WORK TASK >> Copy out each line containing "lists" from the entries below.

RECORDED DATA >>
+ + + + +
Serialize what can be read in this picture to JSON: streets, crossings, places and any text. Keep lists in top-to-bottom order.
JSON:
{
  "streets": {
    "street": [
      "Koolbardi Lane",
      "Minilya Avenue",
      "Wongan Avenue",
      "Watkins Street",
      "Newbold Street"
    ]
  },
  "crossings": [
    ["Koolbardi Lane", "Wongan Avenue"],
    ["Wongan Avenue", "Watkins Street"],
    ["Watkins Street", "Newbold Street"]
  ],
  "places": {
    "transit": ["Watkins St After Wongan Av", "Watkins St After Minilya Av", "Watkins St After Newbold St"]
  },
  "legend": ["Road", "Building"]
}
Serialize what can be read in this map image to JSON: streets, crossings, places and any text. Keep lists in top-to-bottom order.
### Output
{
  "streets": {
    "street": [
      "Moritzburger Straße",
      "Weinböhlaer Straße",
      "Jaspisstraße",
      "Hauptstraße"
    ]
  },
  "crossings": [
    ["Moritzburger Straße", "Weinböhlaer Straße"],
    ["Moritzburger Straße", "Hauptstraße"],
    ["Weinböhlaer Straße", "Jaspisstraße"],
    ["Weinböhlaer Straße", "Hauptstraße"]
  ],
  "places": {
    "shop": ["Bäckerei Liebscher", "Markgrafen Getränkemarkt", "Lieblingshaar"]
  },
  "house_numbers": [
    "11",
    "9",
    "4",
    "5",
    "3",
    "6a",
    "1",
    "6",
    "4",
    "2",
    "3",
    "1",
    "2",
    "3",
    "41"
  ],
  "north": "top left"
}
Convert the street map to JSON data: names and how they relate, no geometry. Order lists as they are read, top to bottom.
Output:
+ + + + +
RESPONSE FOR THIS EXERCISE >>
Serialize what can be read in this picture to JSON: streets, crossings, places and any text. Keep lists in top-to-bottom order.
Serialize what can be read in this map image to JSON: streets, crossings, places and any text. Keep lists in top-to-bottom order.
Convert the street map to JSON data: names and how they relate, no geometry. Order lists as they are read, top to bottom.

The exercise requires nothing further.